MPD: magnetoplasmadynamic
Almost as efficient as ion or hall, but a simpler design and can use hydrogen instead of xenon gas.
microwave water (I forget the name)
Medium thrust, medium fuel efficiency, uses water as propellant.
VASMR: Variable Specific impulse Magnetoplasma Rocket
Uses a slightly different principle of physics, but basically uses radio waves to heat liquid hydrogen similar to a microwave heating water. Contains the heated gas in a chamber for maximum pressure. Exhaust nozzle can be choked down for high pressure, producing low thrust but high fuel efficiency. Or openned for low pressure, high thrust but low fuel efficiency. Think of it as high gear and low gear for a rocket. Requires so much power that solar panels won't be enough, it needs a nuclear reactor. Uses liquid hydrogen as propellant, not xenon, so fuel is plentiful and cheap. Problem is the guy working on it still hasn't quite got it to work yet. At "high gear" the gas is so hot it would melt any known material so he uses a magnetic bottle. That leads to the same old problem of containing a high enough concentration of hot gas to be useful without leaking. Leakage could result in hot plasma touching the sides of the chamber, melting it.
Solar sail
A giant thin film of mylar, reflects light, uses light pressure for propulsion. Extremely low thrust but no propellant. Only works in the inner solar system, intensity of light outside the orbit of Mars is too low to produce any useful thrust.

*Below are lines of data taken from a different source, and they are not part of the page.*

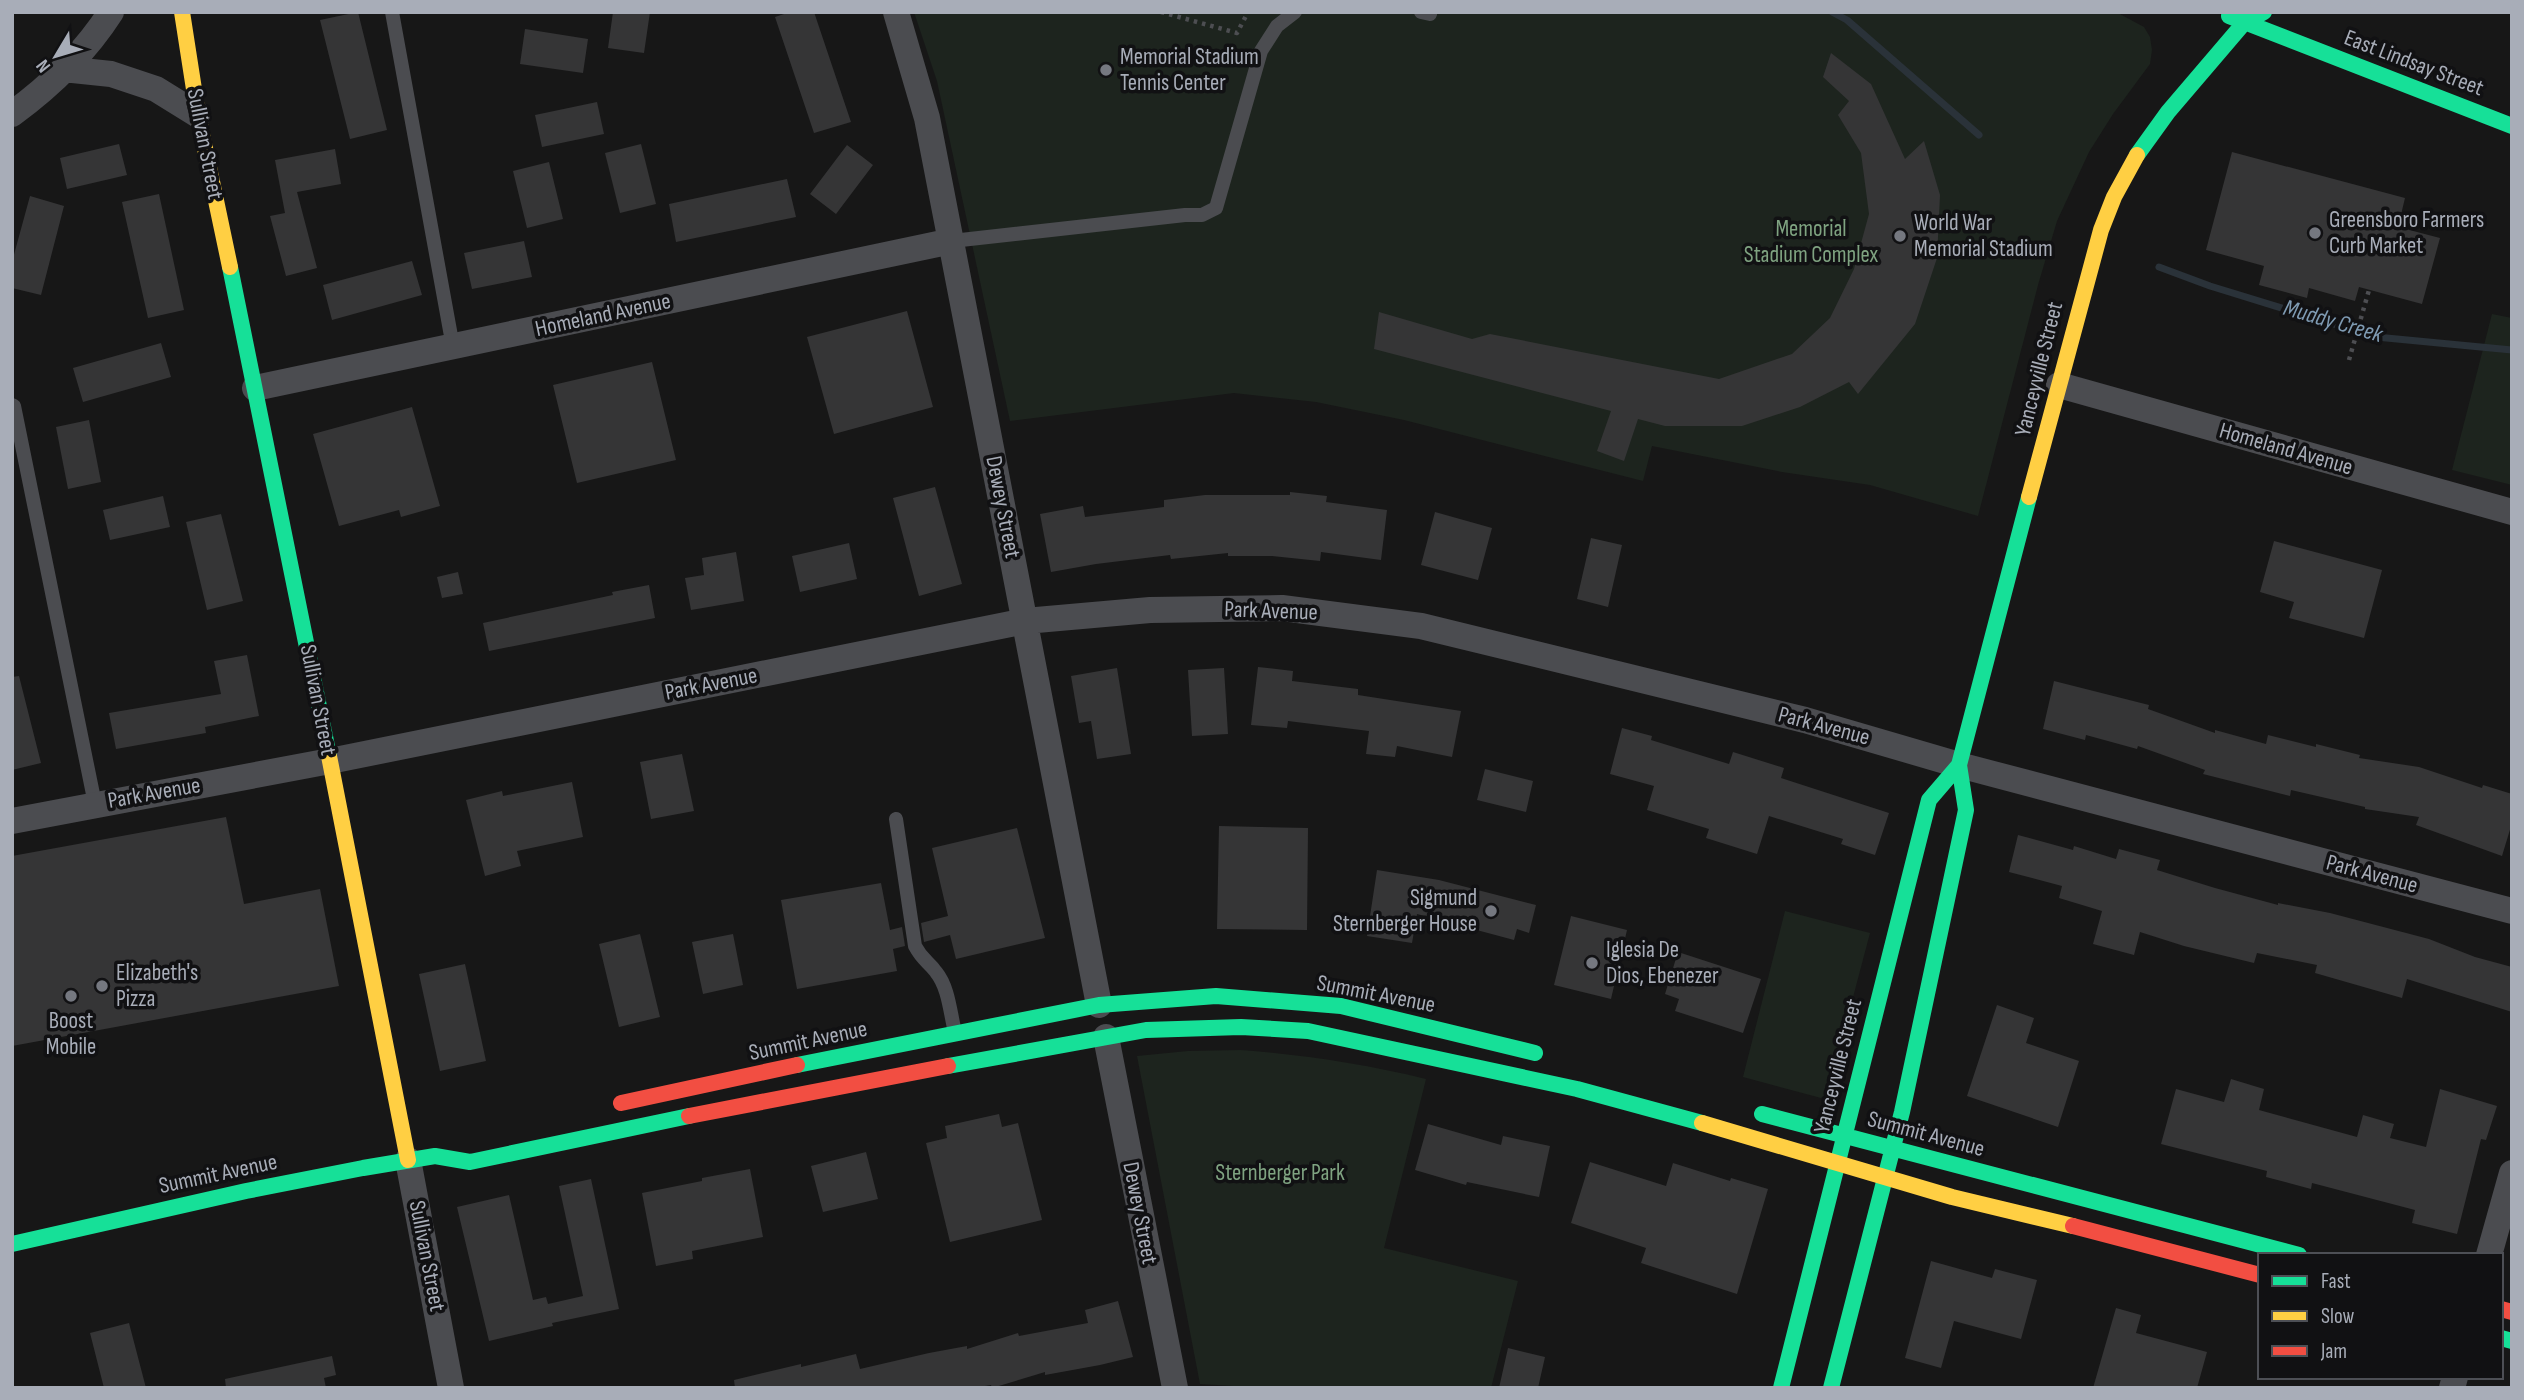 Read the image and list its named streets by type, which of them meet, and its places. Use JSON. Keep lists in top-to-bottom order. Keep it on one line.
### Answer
{"streets":{"main road":["East Lindsay Street","Sullivan Street","Yanceyville Street","Summit Avenue"],"street":["Homeland Avenue","Dewey Street","Park Avenue"]},"crossings":[["East Lindsay Street","Yanceyville Street"],["Sullivan Street","Homeland Avenue"],["Sullivan Street","Park Avenue"],["Sullivan Street","Summit Avenue"],["Homeland Avenue","Yanceyville Street"],["Homeland Avenue","Dewey Street"],["Yanceyville Street","Park Avenue"],["Yanceyville Street","Summit Avenue"],["Dewey Street","Park Avenue"],["Dewey Street","Summit Avenue"]],"water":["Muddy Creek"],"parks":["Memorial Stadium Complex","Sternberger Park"],"places":["Memorial Stadium Tennis Center","Greensboro Farmers Curb Market","World War Memorial Stadium","Sigmund Sternberger House","Iglesia De Dios, Ebenezer","Elizabeth's Pizza","Boost Mobile"],"legend":["Fast","Slow","Jam"],"north":"bottom left"} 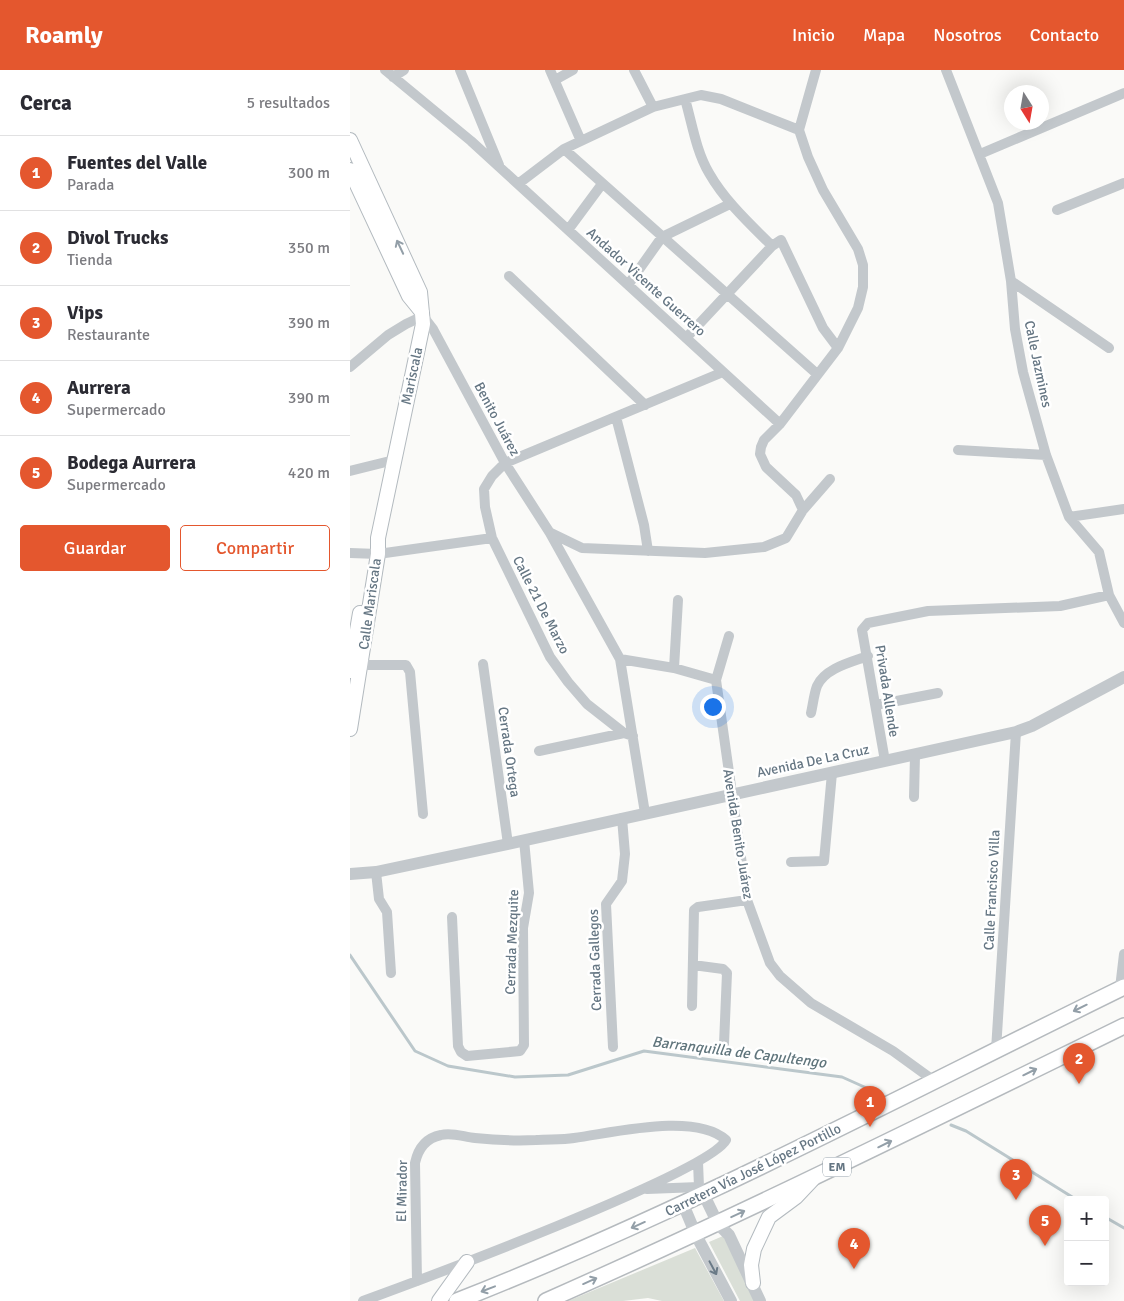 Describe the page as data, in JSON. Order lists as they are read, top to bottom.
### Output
{
  "streets": {
    "main road": [
      "Mariscala",
      "Calle Mariscala",
      "EM",
      "Carretera Vía José López Portillo"
    ],
    "street": [
      "Andador Vicente Guerrero",
      "Calle Jazmines",
      "Benito Juárez",
      "Calle 21 De Marzo",
      "Privada Allende",
      "Cerrada Ortega",
      "Avenida De La Cruz",
      "Avenida Benito Juárez",
      "Calle Francisco Villa",
      "Cerrada Mezquite",
      "Cerrada Gallegos",
      "El Mirador"
    ]
  },
  "crossings": [
    ["Calle Jazmines", "Privada Allende"],
    ["Mariscala", "Benito Juárez"],
    ["Mariscala", "Calle Mariscala"],
    ["Benito Juárez", "Calle 21 De Marzo"],
    ["Privada Allende", "Avenida De La Cruz"],
    ["Cerrada Ortega", "Avenida De La Cruz"],
    ["Avenida De La Cruz", "Avenida Benito Juárez"],
    ["Avenida De La Cruz", "Calle Francisco Villa"],
    ["Avenida De La Cruz", "Cerrada Mezquite"],
    ["Avenida De La Cruz", "Cerrada Gallegos"],
    ["Avenida Benito Juárez", "Carretera Vía José López Portillo"],
    ["Calle Francisco Villa", "Carretera Vía José López Portillo"]
  ],
  "water": ["Barranquilla de Capultengo"],
  "north": "bottom",
  "page": {
    "header": "Roamly",
    "nav": [
      "Inicio",
      "Mapa",
      "Nosotros",
      "Contacto"
    ],
    "heading": ["Cerca", "5 resultados"],
    "list": [
      {
        "mark": "1",
        "name": "Fuentes del Valle",
        "note": "Parada",
        "value": "300 m"
      },
      {
        "mark": "2",
        "name": "Divol Trucks",
        "note": "Tienda",
        "value": "350 m"
      },
      {
        "mark": "3",
        "name": "Vips",
        "note": "Restaurante",
        "value": "390 m"
      },
      {
        "mark": "4",
        "name": "Aurrera",
        "note": "Supermercado",
        "value": "390 m"
      },
      {
        "mark": "5",
        "name": "Bodega Aurrera",
        "note": "Supermercado",
        "value": "420 m"
      }
    ],
    "buttons": ["Guardar", "Compartir"],
    "pins": [
      "2",
      "1",
      "3",
      "5",
      "4"
    ],
    "map_buttons": ["+", "−"]
  }
}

MMPP: mini-magnetosphere plasma propulsion
A big magnet captures solar wind, uses that for propulsion. The magnet captures some ionized plasma, an electric current run through the plasma creates a bigger magnetic field, which captures more plasma, etc. There is a limit to how big the magnetosphere can inflate, the bigger the magnet the larger the maximum size of the magnetosphere. Also the closer to the sun the smaller the magnetosphere, due to solar wind stripping off loosely held plasma. But solar wind pressure is greater close to the sun. Total pressure from the sun remains the same from Mercury to Pluto, a slow but steady force. MMPP (or magnetic sail) provides more thrust than a solar sail (or light sail) but it requires significant power to run the electromagnets and electric current through the plasma.
Orion
Drop a series of nuclear bombs behind the spacecraft, with a concussion plate attached via shock absorbers to the spacecraft. Requires lifting hundreds of nuclear bombs in space (would other countries trust anyone who tried that?), and to work the spacecraft has to be inside the nuclear bomb's blast radius. Do you want to be that close to a nuclear bomb when it goes off?